On the tourist route
To Brits of a certain age Castle Howard is best known as the setting for Brideshead Revisited back in the 1980s. For the Chinese it was where Jay Chou, Asia's King of Pop, got married in 2015. Either way it has become a magnet for visitors across the globe - and rightly so. It is stunning both inside and out and well worth a visit at any time of the year.
But if you live more locally or only have a short amount of time you can get a feel for this beautiful estate by either doing the parkrun or taking in one of the many walking routes in the area.
Walking Routes at Castle Howard
As a child a regular summer evening trip was to walk around part of the Lake, I honed some of my birdwatching skills there. A look at the OS map shows a plethora of walking routes at Castle Howard Estate, some of which are better than others.
One of our go-to walks is from Welburn, taking in a lovely route through the woods and stunning views of Castle Howard. Park in Welburn main street and turn down Water Lane, a side road just north of the Crown and Cushion Pub. Follow this path straight on as it becomes a farm track. When you get to a crossroads of footpaths keep straight on across a field, go through the gate and drop down into the wood, over a bridge and then up a steep hill at the other side.
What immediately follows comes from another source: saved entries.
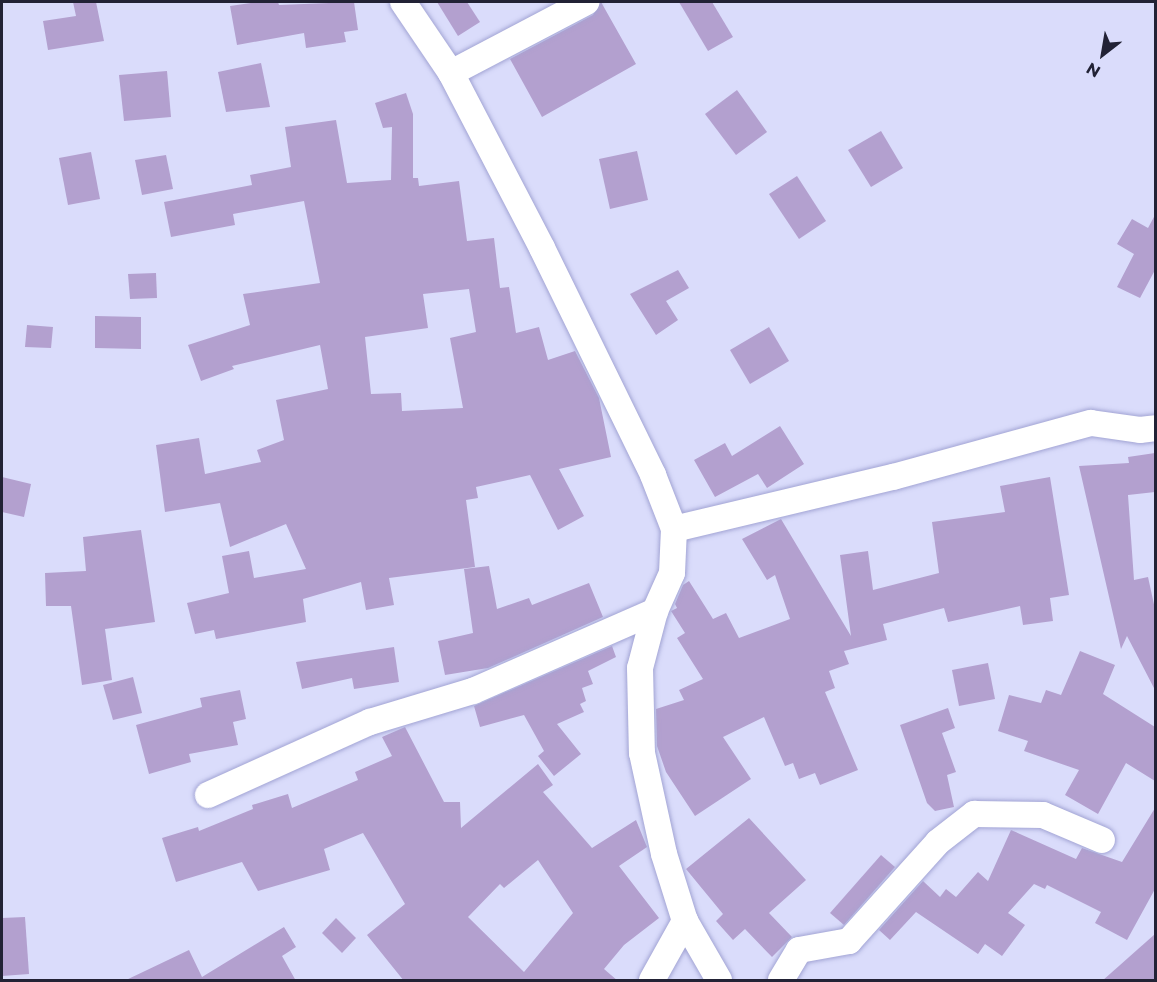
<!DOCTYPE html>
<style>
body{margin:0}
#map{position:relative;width:1157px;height:982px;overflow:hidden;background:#dadcfb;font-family:Montserrat,sans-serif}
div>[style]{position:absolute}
.building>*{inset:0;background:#b3a0cf}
.roads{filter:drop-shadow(0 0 2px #a2a4d4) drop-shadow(0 0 2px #a2a4d4)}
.street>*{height:26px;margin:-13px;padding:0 13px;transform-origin:13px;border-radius:13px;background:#fff}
span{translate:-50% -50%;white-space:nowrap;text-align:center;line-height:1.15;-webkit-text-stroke:6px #dadcfb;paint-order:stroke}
.frame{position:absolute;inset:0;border:3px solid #222235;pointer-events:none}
.north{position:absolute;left:1073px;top:24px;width:60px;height:60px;-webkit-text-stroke:4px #dadcfb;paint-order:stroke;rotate:211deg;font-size:16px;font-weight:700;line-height:24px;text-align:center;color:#222235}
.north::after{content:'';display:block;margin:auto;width:21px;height:27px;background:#222235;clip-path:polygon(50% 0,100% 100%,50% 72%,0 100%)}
</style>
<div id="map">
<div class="building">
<div style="clip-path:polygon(73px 2px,96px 2px,104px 41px,48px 50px,43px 21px,76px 16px)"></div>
<div style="clip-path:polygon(257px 2px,278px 2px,279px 5px,354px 2px,358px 30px,344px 32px,346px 42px,306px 48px,304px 33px,237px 45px,230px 6px)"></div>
<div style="clip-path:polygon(437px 2px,467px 2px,480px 22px,458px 36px)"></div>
<div style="clip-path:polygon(601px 2px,636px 64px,542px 117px,510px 59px,593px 15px)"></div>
<div style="clip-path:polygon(679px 2px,712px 2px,733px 37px,708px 51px)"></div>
<div style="clip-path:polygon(261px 63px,270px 107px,226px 112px,218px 72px)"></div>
<div style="clip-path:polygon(167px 71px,171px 117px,124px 121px,119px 75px)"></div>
<div style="clip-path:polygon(737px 90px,767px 132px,736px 155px,705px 114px)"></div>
<div style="clip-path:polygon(evenodd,406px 93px,413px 114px,413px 178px,418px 178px,419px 186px,459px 181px,467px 241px,494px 238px,500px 288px,509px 287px,516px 333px,539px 327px,548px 360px,575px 351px,599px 398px,611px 457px,559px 469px,584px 516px,558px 530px,530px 475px,476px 487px,478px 498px,466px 500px,475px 567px,389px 578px,394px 605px,366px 610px,361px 582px,303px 599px,306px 622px,216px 639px,214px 630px,195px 634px,187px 603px,229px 593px,222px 556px,249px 551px,254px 578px,306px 569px,286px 524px,230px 547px,220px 503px,165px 512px,156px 445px,199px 438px,205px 474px,261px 462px,257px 450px,284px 440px,276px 400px,328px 389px,320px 345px,232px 366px,234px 369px,201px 381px,188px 345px,250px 325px,243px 294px,320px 283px,304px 201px,233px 214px,235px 225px,171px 237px,164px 202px,252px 185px,250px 175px,291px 167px,285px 127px,336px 120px,347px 183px,391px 180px,392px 127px,383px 128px,375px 103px,406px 93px,469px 289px,476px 332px,450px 338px,463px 408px,402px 411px,401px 393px,371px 394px,365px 337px,428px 328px,423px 294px,469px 289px)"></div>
<div style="clip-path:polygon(881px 131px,903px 168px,871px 187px,848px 150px)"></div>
<div style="clip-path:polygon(637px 151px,648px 200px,610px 209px,599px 159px)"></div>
<div style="clip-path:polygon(91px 152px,100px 199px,68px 205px,59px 158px)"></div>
<div style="clip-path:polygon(166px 155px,173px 189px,142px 195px,135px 160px)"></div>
<div style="clip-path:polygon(797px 176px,826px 221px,799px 239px,769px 194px)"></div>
<div style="clip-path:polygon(1155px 215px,1155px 270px,1140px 298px,1117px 287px,1134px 254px,1117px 244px,1132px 219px,1148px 228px)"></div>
<div style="clip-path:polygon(678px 270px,689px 288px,666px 301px,678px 320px,656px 335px,630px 294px)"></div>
<div style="clip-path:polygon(156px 273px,157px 298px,130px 299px,128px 274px)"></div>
<div style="clip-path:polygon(95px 316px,141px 317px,141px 349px,95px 348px)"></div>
<div style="clip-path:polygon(27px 325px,53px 327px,51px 348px,25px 347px)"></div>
<div style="clip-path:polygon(769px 327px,789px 361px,750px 384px,730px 350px)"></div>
<div style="clip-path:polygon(780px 426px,804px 464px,767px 488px,758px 474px,715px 497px,694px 460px,725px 443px,732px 456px)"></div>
<div style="clip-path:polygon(1155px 453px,1155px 492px,1128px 495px,1134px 580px,1148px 577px,1155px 609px,1155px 690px,1127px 636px,1121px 649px,1079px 466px,1129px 463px,1128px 457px)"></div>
<div style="clip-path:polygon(2px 477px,31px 484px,24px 517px,2px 512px)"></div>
<div style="clip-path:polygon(1050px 477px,1069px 595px,1050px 598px,1053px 621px,1023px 625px,1020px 606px,948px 622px,944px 608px,883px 624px,887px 640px,844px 651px,849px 664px,829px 671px,835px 688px,825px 692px,858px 770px,820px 785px,815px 773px,799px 779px,793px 763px,785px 766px,764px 717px,723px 737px,751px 779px,695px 816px,666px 772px,657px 746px,656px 709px,684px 700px,679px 690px,703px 679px,677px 638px,685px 633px,671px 611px,677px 608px,675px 604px,683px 585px,689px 581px,713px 619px,726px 613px,739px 638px,790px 619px,775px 575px,767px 580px,742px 539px,781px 519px,851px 636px,840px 555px,868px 551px,873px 590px,939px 573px,932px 522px,1005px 512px,1000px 486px)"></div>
<div style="clip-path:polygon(141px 530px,155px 622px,105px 629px,112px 680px,82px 685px,71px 606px,46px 606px,45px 573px,86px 571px,83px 537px)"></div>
<div style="clip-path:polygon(489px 566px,497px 609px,529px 598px,532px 605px,589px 583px,603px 617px,488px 668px,445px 675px,438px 641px,473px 633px,464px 569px)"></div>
<div style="clip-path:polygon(612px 646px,616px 657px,588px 671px,593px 684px,582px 688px,586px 701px,580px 704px,584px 712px,557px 724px,581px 754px,554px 776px,538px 756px,544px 751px,524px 715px,480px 727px,474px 706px)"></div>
<div style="clip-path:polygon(394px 647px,399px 682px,354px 689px,352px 678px,302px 689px,296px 662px)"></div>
<div style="clip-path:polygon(1080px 651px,1115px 665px,1103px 694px,1155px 727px,1155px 781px,1126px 763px,1098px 814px,1065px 795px,1079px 770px,1024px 751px,1028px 741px,998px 731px,1009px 695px,1041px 703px,1046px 690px,1061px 695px)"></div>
<div style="clip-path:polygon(988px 663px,995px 699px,959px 706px,952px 670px)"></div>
<div style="clip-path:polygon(133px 677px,142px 713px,113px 720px,103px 685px)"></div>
<div style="clip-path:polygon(240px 690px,246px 719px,233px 722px,238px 745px,189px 754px,191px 762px,149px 774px,136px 725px,202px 707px,200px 698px)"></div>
<div style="clip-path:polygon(948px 708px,955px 728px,942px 733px,956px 772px,947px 775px,954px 807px,935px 811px,927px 803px,900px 725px)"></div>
<div style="clip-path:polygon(evenodd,405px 727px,444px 802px,460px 802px,461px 828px,538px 764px,553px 785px,543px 792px,592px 848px,636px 820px,647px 847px,619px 866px,659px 918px,624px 945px,604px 969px,618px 981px,404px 981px,367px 935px,405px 904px,363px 833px,324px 849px,330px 870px,258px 891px,242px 862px,176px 882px,162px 838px,198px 827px,199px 831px,253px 809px,252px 805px,288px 794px,292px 808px,358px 780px,355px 772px,392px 756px,382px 737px,405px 727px,538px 860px,573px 913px,524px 972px,468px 917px,500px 884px,504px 888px,538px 860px)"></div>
<div style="clip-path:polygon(1155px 808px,1155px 889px,1127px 940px,1095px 923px,1101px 912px,1047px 885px,1045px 889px,1034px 884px,1008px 913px,1025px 925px,1002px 956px,985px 944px,978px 954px,916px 912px,890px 940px,879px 930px,923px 881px,940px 897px,946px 889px,956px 897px,978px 872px,988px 881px,1011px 830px,1076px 859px,1082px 848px,1122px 862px)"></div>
<div style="clip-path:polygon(749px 818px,806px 880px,769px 913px,792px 937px,772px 957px,745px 929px,733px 940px,716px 921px,723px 914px,686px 869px)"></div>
<div style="clip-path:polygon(881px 855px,895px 867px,844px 925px,830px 913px)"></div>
<div style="clip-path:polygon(25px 917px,29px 974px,2px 976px,2px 918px)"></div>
<div style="clip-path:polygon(336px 918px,356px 938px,342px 953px,322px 933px)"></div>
<div style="clip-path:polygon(284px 927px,296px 947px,282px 956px,296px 981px,124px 981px,189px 950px,202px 977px)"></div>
<div style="clip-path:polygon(1155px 934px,1155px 981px,1102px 981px)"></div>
</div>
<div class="roads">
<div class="street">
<div style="left:403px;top:2px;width:86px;rotate:55.9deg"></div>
<div style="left:451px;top:73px;width:197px;rotate:62.5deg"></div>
<div style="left:542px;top:248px;width:253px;rotate:63.9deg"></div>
<div style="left:653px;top:475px;width:58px;rotate:68.7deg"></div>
<div style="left:674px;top:529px;width:44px;rotate:92.6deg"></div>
<div style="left:672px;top:573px;width:42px;rotate:114.1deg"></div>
<div style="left:655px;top:611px;width:59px;rotate:104.7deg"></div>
<div style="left:640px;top:668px;width:85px;rotate:88.7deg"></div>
<div style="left:642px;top:753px;width:103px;rotate:77.7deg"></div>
<div style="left:664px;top:854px;width:70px;rotate:72.6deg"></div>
<div style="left:685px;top:921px;width:68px;rotate:60deg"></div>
<div style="left:451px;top:73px;width:153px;rotate:-27.7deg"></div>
<div style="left:674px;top:529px;width:225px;rotate:-13.4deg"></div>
<div style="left:893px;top:477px;width:205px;rotate:-15.3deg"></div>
<div style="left:1091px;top:423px;width:49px;rotate:8.1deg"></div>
<div style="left:1140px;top:430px;width:16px;rotate:-7deg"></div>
<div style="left:208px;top:795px;width:178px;rotate:-24.3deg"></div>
<div style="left:370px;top:722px;width:108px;rotate:-16.8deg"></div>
<div style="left:473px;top:691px;width:199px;rotate:-23.7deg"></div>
<div style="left:652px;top:980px;width:68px;rotate:-60.8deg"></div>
<div style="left:781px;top:980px;width:35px;rotate:-59deg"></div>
<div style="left:799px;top:950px;width:51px;rotate:-10.2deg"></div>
<div style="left:849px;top:941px;width:133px;rotate:-48deg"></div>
<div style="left:938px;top:842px;width:46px;rotate:-37.9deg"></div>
<div style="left:974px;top:814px;width:69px;rotate:0.8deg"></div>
<div style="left:1043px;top:815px;width:64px;rotate:23deg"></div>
</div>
</div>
<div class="frame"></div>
<div class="north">N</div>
</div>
At the top of the hill there is another crossroads of footpaths. For a short evening or winter walk you can turn right here. To take in the views across Castle Howard, however, you need to continue straight on - look out for hares in the fields. You will meet a single track road, where you need to turn left and then right over the ornamental New River Bridge. Stop at the bridge and look to your left to see a stunning view of Castle Howard house and look out for mallards, coots, moorhens and swans on the south lake and cascades in front of you.
Temple of the Four Winds
Go through the gate at the end of the bridge and bear left up the grassy hill towards the estate wall and theTemple of Four Winds. You will need to keep your dog on a lead in this field as there is often livestock in this field. At the top of the hill take a deserved breather and look back towards the mausoleum.
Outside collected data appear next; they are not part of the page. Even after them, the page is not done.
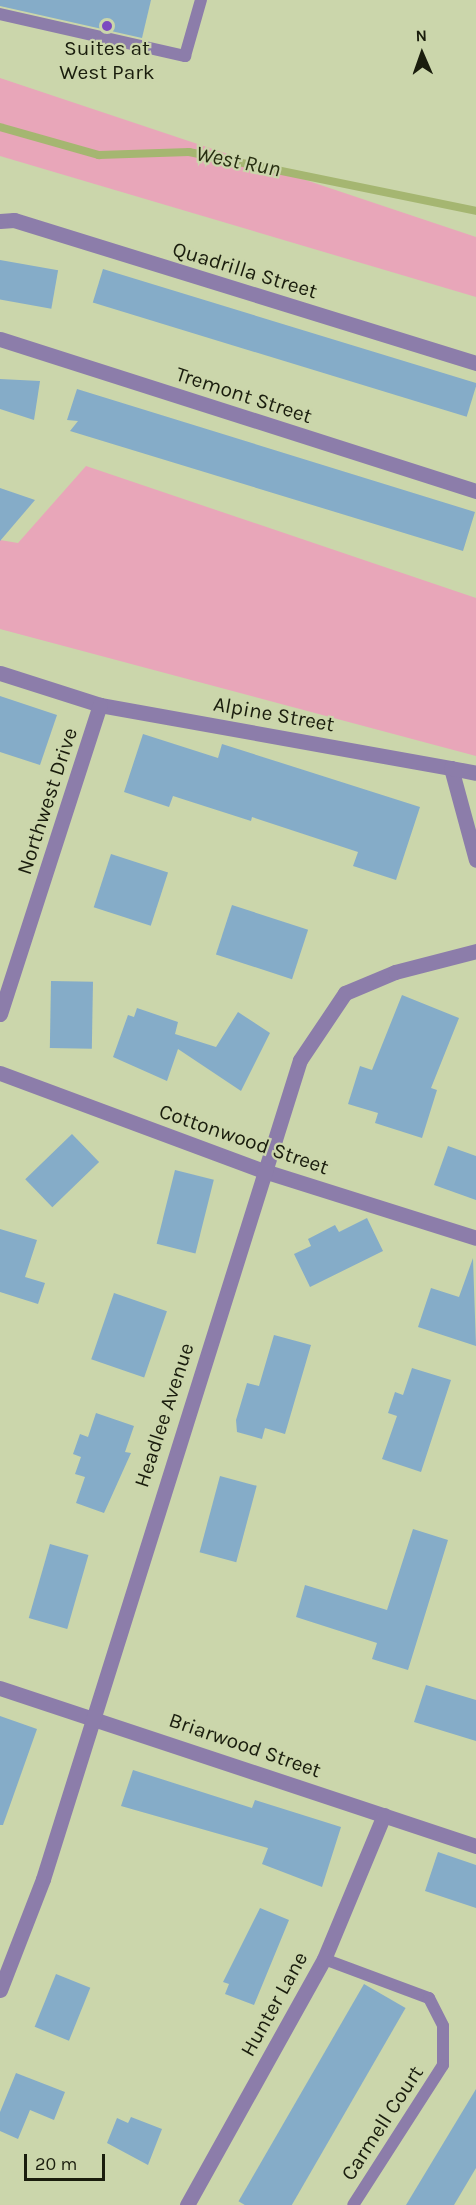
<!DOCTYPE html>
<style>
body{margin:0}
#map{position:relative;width:476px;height:2205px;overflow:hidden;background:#cbd6ab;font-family:Karla,sans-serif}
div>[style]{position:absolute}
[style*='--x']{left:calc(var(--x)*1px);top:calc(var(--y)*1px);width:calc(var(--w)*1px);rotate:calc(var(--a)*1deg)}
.green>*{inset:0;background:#e8a6b9}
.stream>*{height:8px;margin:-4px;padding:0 4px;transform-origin:4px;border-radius:4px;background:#a5b671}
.building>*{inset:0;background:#85acc8;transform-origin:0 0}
.lane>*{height:12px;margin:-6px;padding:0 6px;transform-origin:6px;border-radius:6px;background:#8c7daa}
.street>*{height:15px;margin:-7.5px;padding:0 7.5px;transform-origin:7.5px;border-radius:7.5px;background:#8c7daa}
.dots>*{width:16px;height:16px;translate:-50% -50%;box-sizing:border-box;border:3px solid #cbd6ab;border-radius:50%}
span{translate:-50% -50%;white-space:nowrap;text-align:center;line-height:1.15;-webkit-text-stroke:4.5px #cbd6ab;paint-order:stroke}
.poi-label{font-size:21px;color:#1a1d0d}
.street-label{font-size:21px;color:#1a1d0d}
.water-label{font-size:22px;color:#282f11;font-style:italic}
.north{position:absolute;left:392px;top:24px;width:60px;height:60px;-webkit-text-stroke:4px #cbd6ab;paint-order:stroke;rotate:358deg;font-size:16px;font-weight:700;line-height:24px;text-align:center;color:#1a1d0d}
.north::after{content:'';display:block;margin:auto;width:21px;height:27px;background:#1a1d0d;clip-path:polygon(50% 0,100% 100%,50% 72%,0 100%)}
.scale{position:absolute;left:24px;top:2154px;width:81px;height:27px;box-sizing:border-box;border:3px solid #1a1d0d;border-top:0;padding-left:8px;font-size:18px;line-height:21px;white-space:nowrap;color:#1a1d0d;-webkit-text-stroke:4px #cbd6ab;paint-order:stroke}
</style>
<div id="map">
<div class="green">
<i style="clip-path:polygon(0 78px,476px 237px,476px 297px,0 156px)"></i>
<i style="clip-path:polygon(86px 466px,476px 598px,476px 756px,0 629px,0 540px,18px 543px)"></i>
</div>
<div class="stream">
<i style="--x:0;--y:127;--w:103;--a:15.8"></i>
<i style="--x:99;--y:155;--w:90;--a:-1.9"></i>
<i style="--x:189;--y:152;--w:293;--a:11.6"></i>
</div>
<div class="building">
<i style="clip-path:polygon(0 0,151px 0,142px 38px,0 6px)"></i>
<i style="left:0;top:260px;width:59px;height:39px;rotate:10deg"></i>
<i style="left:103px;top:269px;width:391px;height:35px;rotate:17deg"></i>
<i style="clip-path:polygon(0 379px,40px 381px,34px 420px,0 409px)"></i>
<i style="clip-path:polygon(77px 389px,475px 512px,463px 551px,70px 431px,78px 421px,67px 420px)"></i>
<i style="clip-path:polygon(0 488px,35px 500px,0 541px)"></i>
<i style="clip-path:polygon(0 696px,57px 715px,40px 765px,0 752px)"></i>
<i style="clip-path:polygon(143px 734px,218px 758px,222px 744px,420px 807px,396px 880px,353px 866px,358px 852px,252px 817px,251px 821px,173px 796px,169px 807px,124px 792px)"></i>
<i style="left:111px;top:854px;width:60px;height:56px;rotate:18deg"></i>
<i style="left:232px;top:905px;width:80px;height:52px;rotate:18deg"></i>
<i style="left:51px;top:981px;width:42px;height:67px;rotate:1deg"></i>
<i style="clip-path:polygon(402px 995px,459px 1018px,431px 1088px,437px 1090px,422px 1138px,375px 1123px,378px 1113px,348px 1104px,360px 1066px,372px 1070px)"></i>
<i style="clip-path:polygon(137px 1008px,178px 1022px,175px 1034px,216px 1047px,238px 1012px,270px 1033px,241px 1091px,178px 1049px,167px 1081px,113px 1057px,128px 1015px,134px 1017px)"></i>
<i style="left:72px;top:1134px;width:39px;height:65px;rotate:46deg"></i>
<i style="clip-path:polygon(448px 1146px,476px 1156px,476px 1200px,434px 1185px)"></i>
<i style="left:175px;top:1170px;width:40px;height:76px;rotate:14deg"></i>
<i style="clip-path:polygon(367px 1218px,383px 1251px,310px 1287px,294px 1254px,311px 1246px,308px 1239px,335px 1225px,339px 1232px)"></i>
<i style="clip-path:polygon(0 1229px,37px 1240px,25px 1277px,45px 1283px,38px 1304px,0 1292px)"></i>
<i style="clip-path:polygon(473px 1258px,476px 1346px,418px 1327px,431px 1288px,459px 1297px)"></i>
<i style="left:114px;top:1293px;width:56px;height:70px;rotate:19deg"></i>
<i style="clip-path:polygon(274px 1335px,311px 1345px,285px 1434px,265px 1428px,262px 1439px,237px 1432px,236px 1420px,247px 1383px,259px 1386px)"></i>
<i style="clip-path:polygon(412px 1368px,451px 1380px,421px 1472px,382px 1459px,397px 1416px,388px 1413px,395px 1392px,403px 1395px)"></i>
<i style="clip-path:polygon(96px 1413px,134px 1426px,125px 1452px,131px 1453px,104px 1513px,76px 1503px,85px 1477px,75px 1474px,81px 1457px,73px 1454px,80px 1434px,88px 1437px)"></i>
<i style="left:220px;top:1476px;width:38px;height:79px;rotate:15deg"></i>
<i style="clip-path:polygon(413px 1529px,448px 1540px,408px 1670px,372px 1659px,377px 1643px,296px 1617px,305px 1585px,387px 1610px)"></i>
<i style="left:50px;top:1544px;width:40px;height:77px;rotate:16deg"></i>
<i style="clip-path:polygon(426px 1685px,476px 1700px,476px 1741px,414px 1722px)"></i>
<i style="clip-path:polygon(0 1716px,37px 1729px,3px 1825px,0 1825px)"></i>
<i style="clip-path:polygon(133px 1770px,252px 1808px,255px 1800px,341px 1827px,322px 1887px,262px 1864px,268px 1848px,121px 1806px)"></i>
<i style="clip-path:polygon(438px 1852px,476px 1865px,476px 1908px,425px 1891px)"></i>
<i style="clip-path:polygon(260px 1908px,289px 1920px,254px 2005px,225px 1994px,229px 1984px,223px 1982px)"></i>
<i style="left:56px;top:1974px;width:37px;height:57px;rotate:22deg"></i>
<i style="left:364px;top:1984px;width:48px;height:251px;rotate:30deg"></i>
<i style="clip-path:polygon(16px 2073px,65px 2092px,54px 2120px,30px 2110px,18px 2139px,0 2131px,0 2112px)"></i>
<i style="clip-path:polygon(476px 2089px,476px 2168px,454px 2205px,406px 2205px)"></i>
<i style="clip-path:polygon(131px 2117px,162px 2129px,148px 2165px,107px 2143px,117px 2118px,128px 2123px)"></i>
</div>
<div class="lane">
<i style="--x:0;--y:14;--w:190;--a:12.8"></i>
<i style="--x:185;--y:56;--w:58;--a:-74.1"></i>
<i style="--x:324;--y:1959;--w:112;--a:20.4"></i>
<i style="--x:429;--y:1998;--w:31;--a:63"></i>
<i style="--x:443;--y:2026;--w:39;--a:90"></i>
<i style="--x:443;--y:2065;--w:166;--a:122.7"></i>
</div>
<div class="street">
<i style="--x:0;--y:221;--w:14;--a:-4"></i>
<i style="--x:14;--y:220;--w:484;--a:17.2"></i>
<i style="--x:0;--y:339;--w:500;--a:17.7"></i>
<i style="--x:0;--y:673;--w:105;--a:17.7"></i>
<i style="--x:100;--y:705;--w:357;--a:10.2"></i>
<i style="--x:451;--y:768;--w:95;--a:74.8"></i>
<i style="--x:451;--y:768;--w:25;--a:11"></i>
<i style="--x:0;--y:1014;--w:325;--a:-72.1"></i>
<i style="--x:0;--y:1073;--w:282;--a:20.4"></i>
<i style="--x:264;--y:1171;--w:222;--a:17.5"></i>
<i style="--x:0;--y:1688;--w:502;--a:18.36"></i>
<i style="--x:0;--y:1990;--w:119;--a:-68.8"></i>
<i style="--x:43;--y:1879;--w:858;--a:-72.58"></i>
<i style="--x:300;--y:1060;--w:81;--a:-56.1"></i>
<i style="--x:345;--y:993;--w:54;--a:-22.8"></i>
<i style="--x:395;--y:972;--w:84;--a:-14.5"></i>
<i style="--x:187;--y:2205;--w:282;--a:-60.9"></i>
<i style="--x:324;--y:1959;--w:156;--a:-67.4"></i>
</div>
<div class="dots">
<i style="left:107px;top:26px;background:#7c49c1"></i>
</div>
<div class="poi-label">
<span style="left:107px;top:60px">Suites at<br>West Park</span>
</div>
<div class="street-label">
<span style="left:245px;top:270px;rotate:17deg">Quadrilla Street</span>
<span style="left:244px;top:395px;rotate:18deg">Tremont Street</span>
<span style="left:274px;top:714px;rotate:10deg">Alpine Street</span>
<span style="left:47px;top:801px;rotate:-72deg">Northwest Drive</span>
<span style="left:244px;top:1139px;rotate:19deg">Cottonwood Street</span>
<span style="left:164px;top:1415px;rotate:-72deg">Headlee Avenue</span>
<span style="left:245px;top:1745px;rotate:19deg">Briarwood Street</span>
<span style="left:274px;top:2004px;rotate:-61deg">Hunter Lane</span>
<span style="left:382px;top:2123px;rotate:-57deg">Carmell Court</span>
</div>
<div class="water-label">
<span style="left:238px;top:162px;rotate:11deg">West Run</span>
</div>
<div class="north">N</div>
<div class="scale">20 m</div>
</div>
Follow the estate wall downhill and to a gate at the bottom of the field. Leave the field and join the farm track keeping round to your right. Remain on this track through some ruined farmbuildings at Bog Hall, look out for nesting swallows in summer. Ignore the turn off towards Easthorpe and keep on the obvious farm track to the right. This is a edged by a lovely hedge that is full of fruits in the autumn.
This track gives you some more excellent views of the mausoleum before you get to the farm Low Gaterley, where you may see some of the free-range pigs out foraging. Go up through the woods and keep right at the top of the hill. This will bring you back to point the crossroads to the woods where you should turn left and retrace the route back to the well named Pretty Woods. Rather than returning straight back to Welburn, turn left at the top of the bank to take in this lovely wood: it has bluebells in spring and we have seen a large variety of wildlife over the years, including buzzards, tawny owl, wren, long-tailed tits and shrews.
Keep along this path at the top of the bank until just before the monument. This is pleasant place to stop for a drink and snack. Drop down the bank and look out for woodland flowers like primroses, violets, celandines, wood anemones and wild strawberries in spring. Keep straight on at the bottom of the dip, ignoring the bridleway to your right and go back up the hill along the edge of a field. At the top of the hill there is a sign to Welburn diagonally down a grassy area. You need to follow this down and along the hedgeside until you take a path diagonally across a field. Leave the field at a small gate in the hedge which takes you onto the Welburn Road. Turn right and follow the road back to the village.
Welburn has a very good pub, the Crown and Cushion, which welcomes walkers and dogs in the back.